Why does the painful experience persist?  Prospects know agencies will endure the process over and over again because growth is the byword for literally every one, regardless of specialty, size or culture. The prospect says “jump” and we don’t just respond “How high?” we build a catapult to launch ourselves to the sky.

But it doesn’t have to be that way. I’m going on record to suggest that we the agencies have an obligation as well; a two-way street, where we each respect each other’s lane and rules of the road.  If we on the agency side want a better RFP process we owe it to all involved to hold ourselves to a higher standard.

This means that for every courtesy we expect from prospects, we have to honor a set of self-imposed guidelines as well. When we participate in a vetting call, do our questions indicate an understanding of their business and their problem or are we just regurgitating what’s in the RFP? In the proposal stage, are we coming in with a specific program and customized measuring approach? And when we show up in the room, did we bring the working team or are we just bringing the sales team to close the deal?

A new gold standard?  Sign me up.  Not because it means my agency will win every time.  That’s not the point.
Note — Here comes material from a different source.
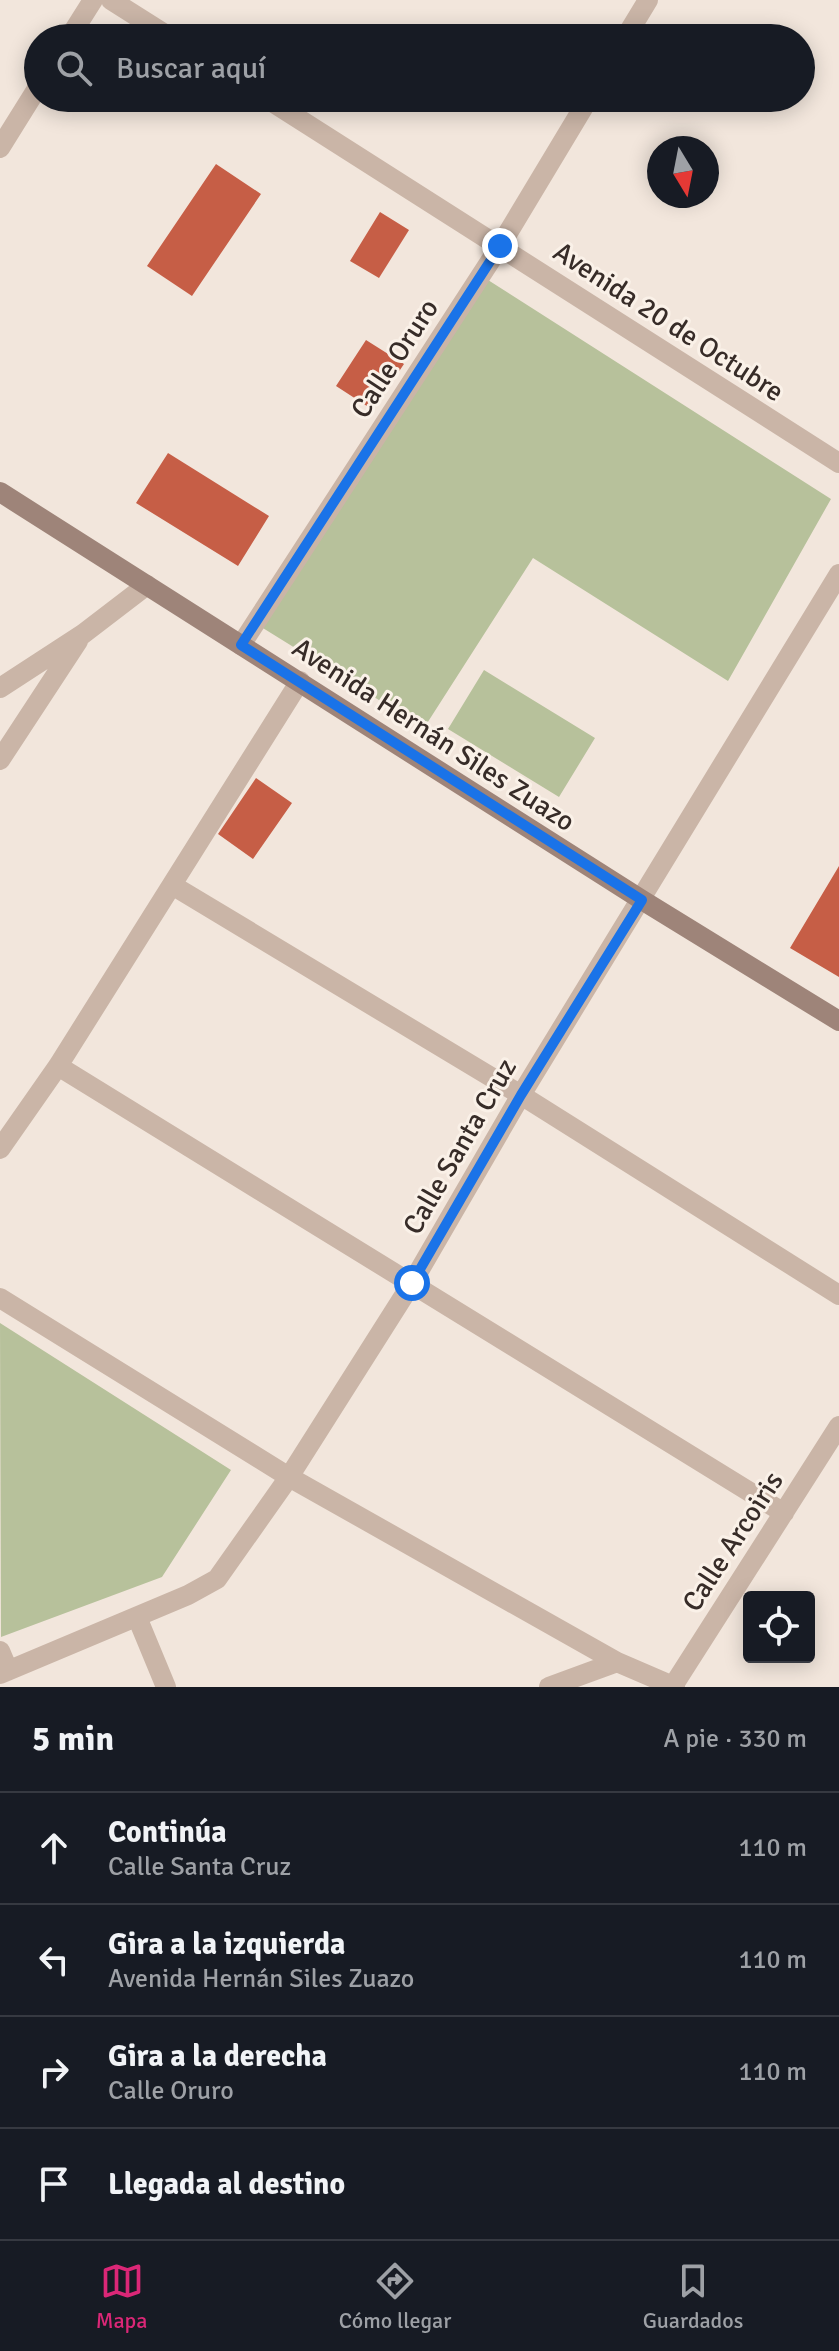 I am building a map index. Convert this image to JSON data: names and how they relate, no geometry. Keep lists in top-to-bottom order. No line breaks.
{"streets":{"street":["Avenida 20 de Octubre","Calle Oruro","Avenida Hernán Siles Zuazo","Calle Santa Cruz","Calle Arcoiris"]},"crossings":[["Avenida 20 de Octubre","Calle Oruro"],["Calle Oruro","Avenida Hernán Siles Zuazo"],["Avenida Hernán Siles Zuazo","Calle Santa Cruz"]],"north":"bottom","page":{"search":"Buscar aquí","heading":["5 min","A pie · 330 m"],"list":[["Continúa","Calle Santa Cruz","110 m"],["Gira a la izquierda","Avenida Hernán Siles Zuazo","110 m"],["Gira a la derecha","Calle Oruro","110 m"],"Llegada al destino"],"nav":["Mapa","Cómo llegar","Guardados"]}}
It’s a competition, after all! I’m in favor of a new gold standard, not just because of what agencies will get in return, although I am ready to fight for every last improvement. I want it because the result will be a two-way street that leaves room for everyone to have a fair shot and be treated with respect – and by everyone, I mean both agencies and prospects.

The only way this works is if it’s a two-way street. I’ll be the first to sign a pledge demanding a gold standard from prospects and I’m willing to sign one of our own in terms of agency obligations. As RFP Associates says, improving the process improves the industry.  Now that’s a street I can live on.